■ **Data supplied**:
»»

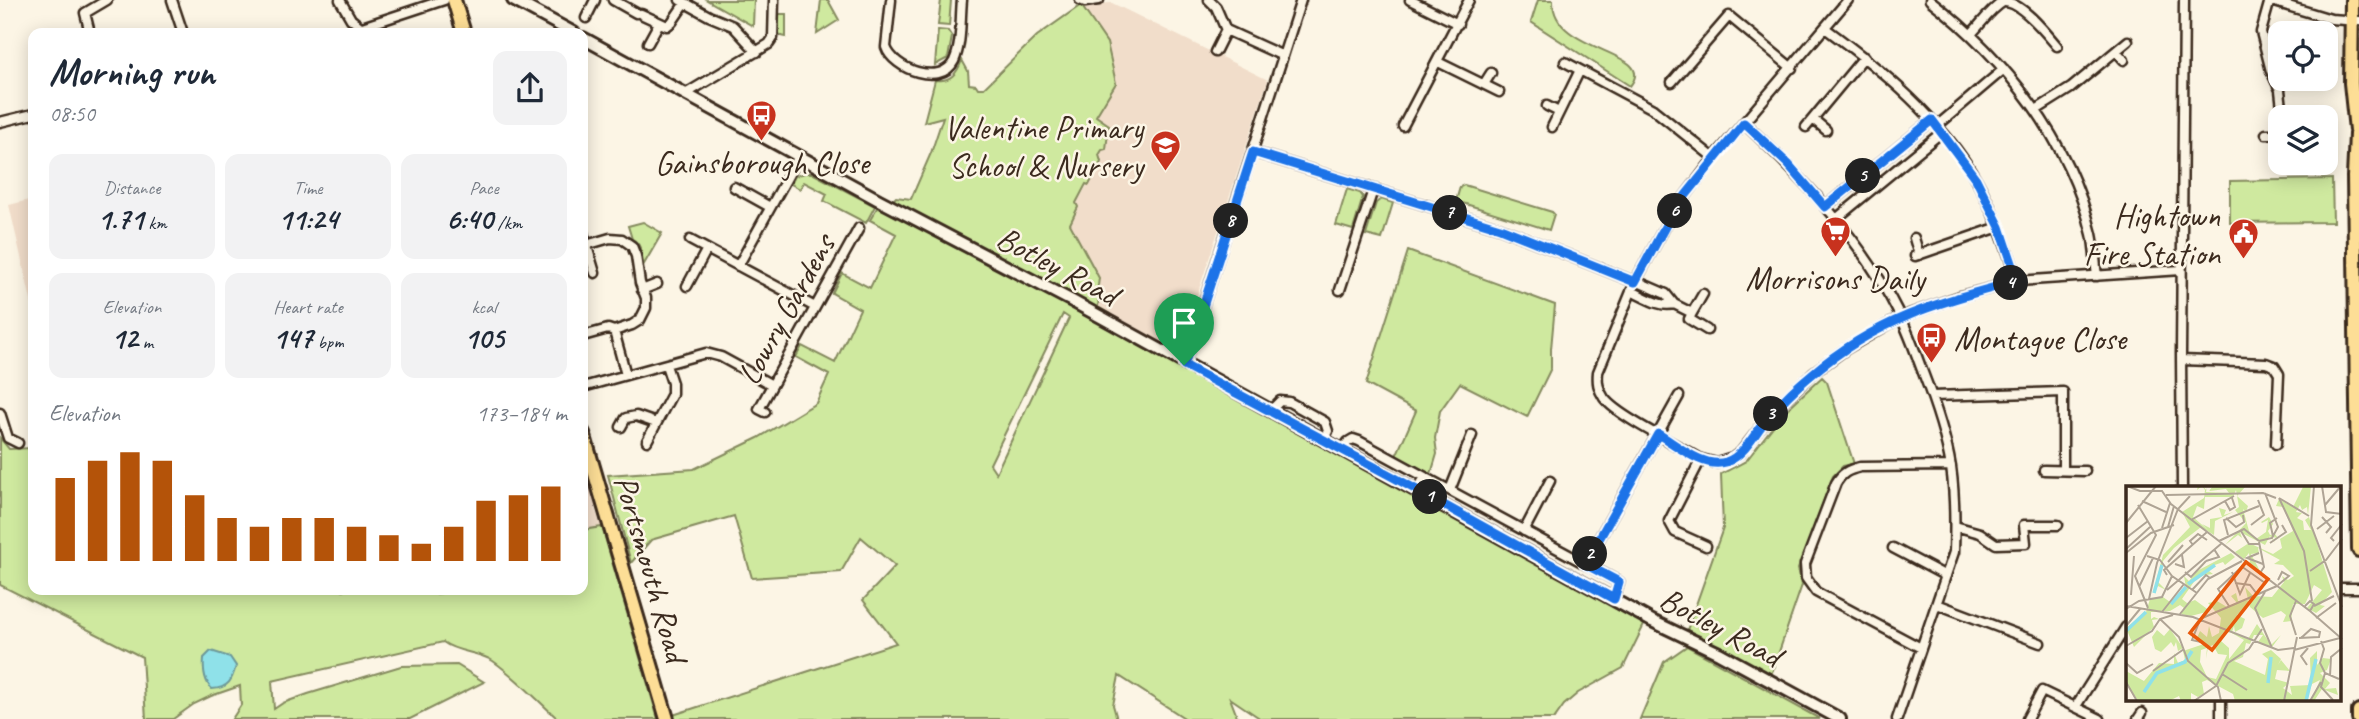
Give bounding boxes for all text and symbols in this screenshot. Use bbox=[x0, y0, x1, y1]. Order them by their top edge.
map controls bbox=[2268, 21, 2338, 175]
button: locate bbox=[2268, 21, 2338, 91]
text: Morning run bbox=[49, 49, 215, 96]
button: share bbox=[493, 51, 567, 125]
bus stop icon: Gainsborough Close bbox=[745, 98, 779, 142]
text: 08:50 bbox=[49, 99, 95, 128]
button: layers bbox=[2268, 105, 2338, 175]
place label: Valentine Primary School & Nursery bbox=[944, 107, 1146, 187]
school or university icon: Valentine Primary School & Nursery bbox=[1149, 129, 1183, 173]
place label: Gainsborough Close bbox=[655, 142, 871, 184]
pin: 5 bbox=[1846, 158, 1881, 194]
text: 5 bbox=[1858, 163, 1867, 187]
text: Distance bbox=[104, 176, 160, 200]
text: Time bbox=[293, 176, 323, 200]
text: Pace bbox=[469, 176, 499, 200]
pin: 6 bbox=[1658, 194, 1692, 228]
place label: Hightown Fire Station bbox=[2084, 195, 2221, 275]
pin: 7 bbox=[1432, 196, 1468, 230]
text: 6 bbox=[1670, 198, 1679, 222]
text: 1.71 bbox=[97, 200, 144, 238]
text: 11:24 bbox=[278, 200, 338, 238]
text: 6:40 bbox=[446, 200, 493, 238]
text: 7 bbox=[1445, 200, 1454, 224]
pin: 8 bbox=[1214, 204, 1248, 238]
text: 8 bbox=[1226, 208, 1235, 232]
text: km bbox=[144, 211, 167, 235]
text: /km bbox=[493, 211, 522, 235]
supermarket icon: Morrisons Daily bbox=[1818, 214, 1852, 258]
street label: Botley Road bbox=[990, 216, 1130, 318]
public building icon: Hightown Fire Station bbox=[2226, 217, 2260, 261]
street label: Lowry Gardens bbox=[728, 225, 846, 392]
place label: Morrisons Daily bbox=[1746, 258, 1927, 300]
pin: 4 bbox=[1994, 266, 2028, 300]
text: 4 bbox=[2006, 270, 2015, 294]
pin bbox=[1154, 293, 1214, 365]
text: Elevation bbox=[103, 295, 161, 319]
text: Heart rate bbox=[273, 295, 343, 319]
text: kcal bbox=[471, 295, 497, 319]
icon: arrive bbox=[1165, 304, 1203, 342]
place label: Montague Close bbox=[1954, 318, 2128, 360]
text: 12 bbox=[111, 319, 138, 357]
text: 147 bbox=[272, 319, 313, 357]
text: 105 bbox=[464, 319, 504, 357]
bus stop icon: Montague Close bbox=[1914, 321, 1948, 365]
text: m bbox=[138, 330, 153, 354]
text: bpm bbox=[313, 330, 344, 354]
pin: 3 bbox=[1754, 396, 1788, 432]
text: Elevation bbox=[49, 399, 120, 428]
text: 173–184 m bbox=[476, 399, 567, 428]
text: 3 bbox=[1766, 401, 1775, 425]
street label: Portsmouth Road bbox=[604, 470, 699, 671]
pin: 1 bbox=[1412, 480, 1448, 514]
text: 1 bbox=[1425, 484, 1434, 508]
inset map bbox=[2126, 486, 2342, 702]
pin: 2 bbox=[1572, 536, 1608, 572]
text: 2 bbox=[1585, 541, 1594, 565]
street label: Botley Road bbox=[1653, 577, 1793, 679]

««

■ **Exercise goal**: For the string "Road", count the lines of the preceding listing in which it appears, and report the count alone.

■ **Written answer**: 3